***** Information provided *****
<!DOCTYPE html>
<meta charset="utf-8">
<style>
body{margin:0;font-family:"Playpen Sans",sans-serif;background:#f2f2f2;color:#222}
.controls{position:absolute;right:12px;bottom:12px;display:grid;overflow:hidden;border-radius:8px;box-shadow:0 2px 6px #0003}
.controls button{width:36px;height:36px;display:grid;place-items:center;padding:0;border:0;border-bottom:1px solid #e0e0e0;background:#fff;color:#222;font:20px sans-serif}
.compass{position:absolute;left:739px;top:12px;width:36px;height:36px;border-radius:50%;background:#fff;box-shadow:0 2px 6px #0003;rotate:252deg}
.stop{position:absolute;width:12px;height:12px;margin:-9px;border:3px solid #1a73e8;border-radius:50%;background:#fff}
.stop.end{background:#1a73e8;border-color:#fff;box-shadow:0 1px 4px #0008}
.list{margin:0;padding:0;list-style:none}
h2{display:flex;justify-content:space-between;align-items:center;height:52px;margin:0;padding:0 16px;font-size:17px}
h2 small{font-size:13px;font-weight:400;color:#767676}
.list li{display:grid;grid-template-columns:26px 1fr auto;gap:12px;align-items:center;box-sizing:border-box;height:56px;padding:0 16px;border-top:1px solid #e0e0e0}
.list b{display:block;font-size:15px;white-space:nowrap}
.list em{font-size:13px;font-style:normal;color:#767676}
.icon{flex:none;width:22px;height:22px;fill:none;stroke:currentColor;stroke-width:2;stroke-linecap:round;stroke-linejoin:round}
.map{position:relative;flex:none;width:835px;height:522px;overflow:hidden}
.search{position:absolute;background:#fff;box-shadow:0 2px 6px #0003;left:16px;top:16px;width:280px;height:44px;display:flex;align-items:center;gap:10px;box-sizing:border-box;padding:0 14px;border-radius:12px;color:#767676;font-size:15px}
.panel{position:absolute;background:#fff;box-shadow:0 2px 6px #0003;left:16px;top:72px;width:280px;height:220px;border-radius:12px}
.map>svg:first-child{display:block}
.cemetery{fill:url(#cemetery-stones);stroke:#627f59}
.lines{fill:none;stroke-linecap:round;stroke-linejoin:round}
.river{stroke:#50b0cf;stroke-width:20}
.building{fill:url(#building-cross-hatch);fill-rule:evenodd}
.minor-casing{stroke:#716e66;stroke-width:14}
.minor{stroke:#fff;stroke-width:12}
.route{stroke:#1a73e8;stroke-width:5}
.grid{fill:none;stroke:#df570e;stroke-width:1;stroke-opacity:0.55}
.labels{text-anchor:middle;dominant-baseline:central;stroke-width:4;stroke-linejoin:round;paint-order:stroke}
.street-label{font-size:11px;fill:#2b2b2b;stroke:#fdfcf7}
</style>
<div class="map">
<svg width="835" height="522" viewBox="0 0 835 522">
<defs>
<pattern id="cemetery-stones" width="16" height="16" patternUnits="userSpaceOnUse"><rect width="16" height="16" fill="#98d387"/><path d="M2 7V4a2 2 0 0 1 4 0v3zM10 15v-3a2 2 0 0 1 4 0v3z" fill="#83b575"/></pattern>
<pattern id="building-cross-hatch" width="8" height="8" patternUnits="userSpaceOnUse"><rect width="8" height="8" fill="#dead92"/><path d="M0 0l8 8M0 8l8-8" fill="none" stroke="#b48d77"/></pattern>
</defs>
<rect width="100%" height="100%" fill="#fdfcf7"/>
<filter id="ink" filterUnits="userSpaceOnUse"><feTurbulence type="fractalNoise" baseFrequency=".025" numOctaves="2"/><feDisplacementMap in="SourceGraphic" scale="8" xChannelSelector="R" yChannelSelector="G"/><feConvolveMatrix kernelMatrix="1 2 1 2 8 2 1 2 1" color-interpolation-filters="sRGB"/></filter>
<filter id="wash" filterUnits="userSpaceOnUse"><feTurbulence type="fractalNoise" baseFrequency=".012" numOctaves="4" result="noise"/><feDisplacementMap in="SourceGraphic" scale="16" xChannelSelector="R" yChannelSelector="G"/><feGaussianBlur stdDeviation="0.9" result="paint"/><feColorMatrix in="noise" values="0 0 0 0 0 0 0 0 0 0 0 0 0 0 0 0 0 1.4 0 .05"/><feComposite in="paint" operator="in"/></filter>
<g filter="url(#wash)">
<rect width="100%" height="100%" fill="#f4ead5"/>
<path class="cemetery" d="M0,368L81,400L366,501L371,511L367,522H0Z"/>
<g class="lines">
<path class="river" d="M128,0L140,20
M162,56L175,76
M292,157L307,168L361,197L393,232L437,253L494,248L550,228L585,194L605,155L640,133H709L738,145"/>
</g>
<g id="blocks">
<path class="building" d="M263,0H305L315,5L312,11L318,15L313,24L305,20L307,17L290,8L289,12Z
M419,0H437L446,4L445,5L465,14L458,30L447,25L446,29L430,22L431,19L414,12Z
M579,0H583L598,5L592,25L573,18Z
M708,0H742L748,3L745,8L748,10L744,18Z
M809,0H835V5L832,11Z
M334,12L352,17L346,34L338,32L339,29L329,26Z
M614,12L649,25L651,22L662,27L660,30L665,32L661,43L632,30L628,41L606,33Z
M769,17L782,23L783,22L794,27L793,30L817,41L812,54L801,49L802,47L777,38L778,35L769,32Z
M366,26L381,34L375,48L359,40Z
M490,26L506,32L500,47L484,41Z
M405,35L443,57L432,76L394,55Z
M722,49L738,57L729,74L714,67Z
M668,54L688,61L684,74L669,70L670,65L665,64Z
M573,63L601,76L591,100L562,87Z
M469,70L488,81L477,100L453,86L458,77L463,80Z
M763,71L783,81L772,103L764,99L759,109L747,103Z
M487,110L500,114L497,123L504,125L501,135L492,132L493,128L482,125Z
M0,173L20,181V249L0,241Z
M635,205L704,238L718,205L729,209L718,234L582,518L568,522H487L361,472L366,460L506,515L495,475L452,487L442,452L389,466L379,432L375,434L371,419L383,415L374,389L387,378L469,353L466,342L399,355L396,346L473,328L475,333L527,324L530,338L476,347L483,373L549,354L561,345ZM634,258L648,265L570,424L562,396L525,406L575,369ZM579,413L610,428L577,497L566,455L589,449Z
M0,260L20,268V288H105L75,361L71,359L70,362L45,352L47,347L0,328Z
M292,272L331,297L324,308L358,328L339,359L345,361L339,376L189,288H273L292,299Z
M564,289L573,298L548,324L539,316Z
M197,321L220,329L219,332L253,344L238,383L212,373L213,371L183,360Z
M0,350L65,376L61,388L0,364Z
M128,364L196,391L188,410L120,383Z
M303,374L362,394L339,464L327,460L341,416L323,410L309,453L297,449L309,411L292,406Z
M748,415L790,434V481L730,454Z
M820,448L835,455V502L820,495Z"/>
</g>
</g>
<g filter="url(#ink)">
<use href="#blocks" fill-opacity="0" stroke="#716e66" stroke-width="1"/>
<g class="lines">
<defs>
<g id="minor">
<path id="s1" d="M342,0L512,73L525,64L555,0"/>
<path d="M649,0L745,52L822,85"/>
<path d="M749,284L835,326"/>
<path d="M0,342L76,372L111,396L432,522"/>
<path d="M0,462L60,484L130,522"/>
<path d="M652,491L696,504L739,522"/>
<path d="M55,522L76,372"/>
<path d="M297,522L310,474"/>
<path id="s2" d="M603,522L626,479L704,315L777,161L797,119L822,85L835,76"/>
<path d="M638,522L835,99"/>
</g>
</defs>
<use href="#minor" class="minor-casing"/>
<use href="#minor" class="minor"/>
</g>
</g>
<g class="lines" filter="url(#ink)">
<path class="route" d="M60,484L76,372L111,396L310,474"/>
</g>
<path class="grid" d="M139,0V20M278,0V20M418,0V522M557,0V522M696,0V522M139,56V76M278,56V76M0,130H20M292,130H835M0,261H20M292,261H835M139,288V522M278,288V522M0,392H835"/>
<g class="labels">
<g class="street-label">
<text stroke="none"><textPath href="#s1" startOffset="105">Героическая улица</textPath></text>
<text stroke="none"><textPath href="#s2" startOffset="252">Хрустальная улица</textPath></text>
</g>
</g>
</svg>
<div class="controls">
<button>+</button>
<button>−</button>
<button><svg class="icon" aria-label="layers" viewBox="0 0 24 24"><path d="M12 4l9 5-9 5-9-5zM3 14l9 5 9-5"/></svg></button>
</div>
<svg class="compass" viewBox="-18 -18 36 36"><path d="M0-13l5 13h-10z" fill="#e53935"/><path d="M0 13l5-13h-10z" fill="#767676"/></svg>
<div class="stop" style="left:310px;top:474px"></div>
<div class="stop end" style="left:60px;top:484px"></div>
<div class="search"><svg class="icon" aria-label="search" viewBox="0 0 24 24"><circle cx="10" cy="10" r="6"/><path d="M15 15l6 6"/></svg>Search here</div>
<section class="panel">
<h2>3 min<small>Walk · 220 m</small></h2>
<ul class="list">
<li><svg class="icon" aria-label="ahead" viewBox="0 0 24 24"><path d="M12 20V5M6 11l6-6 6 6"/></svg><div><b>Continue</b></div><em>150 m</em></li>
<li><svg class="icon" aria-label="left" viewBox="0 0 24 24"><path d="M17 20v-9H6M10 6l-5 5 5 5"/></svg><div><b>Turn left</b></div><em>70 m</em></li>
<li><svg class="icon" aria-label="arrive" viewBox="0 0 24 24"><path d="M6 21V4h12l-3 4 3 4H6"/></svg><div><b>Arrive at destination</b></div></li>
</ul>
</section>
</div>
*****
Above are the entries; copy out every line among them that contains the word "overflow".

_Output_:
.controls{position:absolute;right:12px;bottom:12px;display:grid;overflow:hidden;border-radius:8px;box-shadow:0 2px 6px #0003}
.map{position:relative;flex:none;width:835px;height:522px;overflow:hidden}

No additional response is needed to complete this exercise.